Data extracts:
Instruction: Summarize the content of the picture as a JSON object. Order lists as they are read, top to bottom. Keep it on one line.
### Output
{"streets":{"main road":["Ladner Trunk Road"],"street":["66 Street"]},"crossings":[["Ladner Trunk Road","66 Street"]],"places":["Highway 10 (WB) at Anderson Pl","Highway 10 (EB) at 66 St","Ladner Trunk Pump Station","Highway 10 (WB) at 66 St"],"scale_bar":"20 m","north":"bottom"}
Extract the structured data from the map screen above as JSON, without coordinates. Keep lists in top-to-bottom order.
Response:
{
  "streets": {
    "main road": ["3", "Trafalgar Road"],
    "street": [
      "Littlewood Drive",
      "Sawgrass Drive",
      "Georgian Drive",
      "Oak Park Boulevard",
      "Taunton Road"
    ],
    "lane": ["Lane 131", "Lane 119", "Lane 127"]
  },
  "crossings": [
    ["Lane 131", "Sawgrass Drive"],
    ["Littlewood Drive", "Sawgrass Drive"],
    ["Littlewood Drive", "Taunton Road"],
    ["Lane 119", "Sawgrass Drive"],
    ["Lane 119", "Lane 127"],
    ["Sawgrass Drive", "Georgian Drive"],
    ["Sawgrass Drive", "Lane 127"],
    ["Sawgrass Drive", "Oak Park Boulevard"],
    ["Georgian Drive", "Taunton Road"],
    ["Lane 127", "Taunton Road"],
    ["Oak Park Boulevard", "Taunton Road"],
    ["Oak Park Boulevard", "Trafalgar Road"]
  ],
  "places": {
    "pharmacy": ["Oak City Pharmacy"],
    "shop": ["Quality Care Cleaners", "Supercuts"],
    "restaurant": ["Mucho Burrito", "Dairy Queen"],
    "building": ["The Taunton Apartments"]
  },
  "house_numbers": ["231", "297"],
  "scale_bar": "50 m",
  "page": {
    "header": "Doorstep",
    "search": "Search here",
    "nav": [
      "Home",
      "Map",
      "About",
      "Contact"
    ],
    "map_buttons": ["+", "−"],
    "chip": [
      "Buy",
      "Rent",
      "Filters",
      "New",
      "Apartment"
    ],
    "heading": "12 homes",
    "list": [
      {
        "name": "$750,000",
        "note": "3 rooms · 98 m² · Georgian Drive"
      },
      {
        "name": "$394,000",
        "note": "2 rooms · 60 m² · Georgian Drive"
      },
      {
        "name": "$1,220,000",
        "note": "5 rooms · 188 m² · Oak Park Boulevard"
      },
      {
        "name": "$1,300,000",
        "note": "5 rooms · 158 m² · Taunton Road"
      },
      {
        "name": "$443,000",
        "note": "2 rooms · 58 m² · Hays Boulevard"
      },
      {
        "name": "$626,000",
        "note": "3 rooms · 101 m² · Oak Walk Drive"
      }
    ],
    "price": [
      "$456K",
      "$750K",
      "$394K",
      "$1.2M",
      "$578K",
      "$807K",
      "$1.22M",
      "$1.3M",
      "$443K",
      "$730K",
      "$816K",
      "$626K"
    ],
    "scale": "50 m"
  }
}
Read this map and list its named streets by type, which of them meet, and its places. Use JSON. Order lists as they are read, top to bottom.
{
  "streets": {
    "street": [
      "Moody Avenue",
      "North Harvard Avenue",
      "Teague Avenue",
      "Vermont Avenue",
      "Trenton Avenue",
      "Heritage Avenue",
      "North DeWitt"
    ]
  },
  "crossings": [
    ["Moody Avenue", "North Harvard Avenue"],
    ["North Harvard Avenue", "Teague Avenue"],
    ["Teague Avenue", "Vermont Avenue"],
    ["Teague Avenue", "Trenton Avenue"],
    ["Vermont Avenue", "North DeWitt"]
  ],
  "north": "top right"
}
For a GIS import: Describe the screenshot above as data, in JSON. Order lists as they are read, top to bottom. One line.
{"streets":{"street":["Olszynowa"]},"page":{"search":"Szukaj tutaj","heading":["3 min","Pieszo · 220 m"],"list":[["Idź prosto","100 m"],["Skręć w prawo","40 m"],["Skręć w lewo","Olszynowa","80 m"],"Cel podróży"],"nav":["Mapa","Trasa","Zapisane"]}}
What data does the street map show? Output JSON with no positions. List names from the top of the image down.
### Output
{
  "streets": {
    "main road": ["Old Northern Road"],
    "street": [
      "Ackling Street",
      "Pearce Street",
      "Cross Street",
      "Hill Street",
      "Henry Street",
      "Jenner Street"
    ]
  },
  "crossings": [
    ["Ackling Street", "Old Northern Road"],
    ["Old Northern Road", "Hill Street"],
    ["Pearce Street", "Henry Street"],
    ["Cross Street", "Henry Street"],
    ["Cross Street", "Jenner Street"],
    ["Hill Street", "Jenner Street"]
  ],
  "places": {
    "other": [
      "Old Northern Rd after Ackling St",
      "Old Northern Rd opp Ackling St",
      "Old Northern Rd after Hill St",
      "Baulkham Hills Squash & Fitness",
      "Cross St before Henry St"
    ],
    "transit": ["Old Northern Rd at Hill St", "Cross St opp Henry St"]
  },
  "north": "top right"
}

What this task involves: Type out the material again exactly as presented.

Response to this exercise:
Instruction: Summarize the content of the picture as a JSON object. Order lists as they are read, top to bottom. Keep it on one line.
### Output
{"streets":{"main road":["Ladner Trunk Road"],"street":["66 Street"]},"crossings":[["Ladner Trunk Road","66 Street"]],"places":["Highway 10 (WB) at Anderson Pl","Highway 10 (EB) at 66 St","Ladner Trunk Pump Station","Highway 10 (WB) at 66 St"],"scale_bar":"20 m","north":"bottom"}
Extract the structured data from the map screen above as JSON, without coordinates. Keep lists in top-to-bottom order.
Response:
{
  "streets": {
    "main road": ["3", "Trafalgar Road"],
    "street": [
      "Littlewood Drive",
      "Sawgrass Drive",
      "Georgian Drive",
      "Oak Park Boulevard",
      "Taunton Road"
    ],
    "lane": ["Lane 131", "Lane 119", "Lane 127"]
  },
  "crossings": [
    ["Lane 131", "Sawgrass Drive"],
    ["Littlewood Drive", "Sawgrass Drive"],
    ["Littlewood Drive", "Taunton Road"],
    ["Lane 119", "Sawgrass Drive"],
    ["Lane 119", "Lane 127"],
    ["Sawgrass Drive", "Georgian Drive"],
    ["Sawgrass Drive", "Lane 127"],
    ["Sawgrass Drive", "Oak Park Boulevard"],
    ["Georgian Drive", "Taunton Road"],
    ["Lane 127", "Taunton Road"],
    ["Oak Park Boulevard", "Taunton Road"],
    ["Oak Park Boulevard", "Trafalgar Road"]
  ],
  "places": {
    "pharmacy": ["Oak City Pharmacy"],
    "shop": ["Quality Care Cleaners", "Supercuts"],
    "restaurant": ["Mucho Burrito", "Dairy Queen"],
    "building": ["The Taunton Apartments"]
  },
  "house_numbers": ["231", "297"],
  "scale_bar": "50 m",
  "page": {
    "header": "Doorstep",
    "search": "Search here",
    "nav": [
      "Home",
      "Map",
      "About",
      "Contact"
    ],
    "map_buttons": ["+", "−"],
    "chip": [
      "Buy",
      "Rent",
      "Filters",
      "New",
      "Apartment"
    ],
    "heading": "12 homes",
    "list": [
      {
        "name": "$750,000",
        "note": "3 rooms · 98 m² · Georgian Drive"
      },
      {
        "name": "$394,000",
        "note": "2 rooms · 60 m² · Georgian Drive"
      },
      {
        "name": "$1,220,000",
        "note": "5 rooms · 188 m² · Oak Park Boulevard"
      },
      {
        "name": "$1,300,000",
        "note": "5 rooms · 158 m² · Taunton Road"
      },
      {
        "name": "$443,000",
        "note": "2 rooms · 58 m² · Hays Boulevard"
      },
      {
        "name": "$626,000",
        "note": "3 rooms · 101 m² · Oak Walk Drive"
      }
    ],
    "price": [
      "$456K",
      "$750K",
      "$394K",
      "$1.2M",
      "$578K",
      "$807K",
      "$1.22M",
      "$1.3M",
      "$443K",
      "$730K",
      "$816K",
      "$626K"
    ],
    "scale": "50 m"
  }
}
Read this map and list its named streets by type, which of them meet, and its places. Use JSON. Order lists as they are read, top to bottom.
{
  "streets": {
    "street": [
      "Moody Avenue",
      "North Harvard Avenue",
      "Teague Avenue",
      "Vermont Avenue",
      "Trenton Avenue",
      "Heritage Avenue",
      "North DeWitt"
    ]
  },
  "crossings": [
    ["Moody Avenue", "North Harvard Avenue"],
    ["North Harvard Avenue", "Teague Avenue"],
    ["Teague Avenue", "Vermont Avenue"],
    ["Teague Avenue", "Trenton Avenue"],
    ["Vermont Avenue", "North DeWitt"]
  ],
  "north": "top right"
}
For a GIS import: Describe the screenshot above as data, in JSON. Order lists as they are read, top to bottom. One line.
{"streets":{"street":["Olszynowa"]},"page":{"search":"Szukaj tutaj","heading":["3 min","Pieszo · 220 m"],"list":[["Idź prosto","100 m"],["Skręć w prawo","40 m"],["Skręć w lewo","Olszynowa","80 m"],"Cel podróży"],"nav":["Mapa","Trasa","Zapisane"]}}
What data does the street map show? Output JSON with no positions. List names from the top of the image down.
### Output
{
  "streets": {
    "main road": ["Old Northern Road"],
    "street": [
      "Ackling Street",
      "Pearce Street",
      "Cross Street",
      "Hill Street",
      "Henry Street",
      "Jenner Street"
    ]
  },
  "crossings": [
    ["Ackling Street", "Old Northern Road"],
    ["Old Northern Road", "Hill Street"],
    ["Pearce Street", "Henry Street"],
    ["Cross Street", "Henry Street"],
    ["Cross Street", "Jenner Street"],
    ["Hill Street", "Jenner Street"]
  ],
  "places": {
    "other": [
      "Old Northern Rd after Ackling St",
      "Old Northern Rd opp Ackling St",
      "Old Northern Rd after Hill St",
      "Baulkham Hills Squash & Fitness",
      "Cross St before Henry St"
    ],
    "transit": ["Old Northern Rd at Hill St", "Cross St opp Henry St"]
  },
  "north": "top right"
}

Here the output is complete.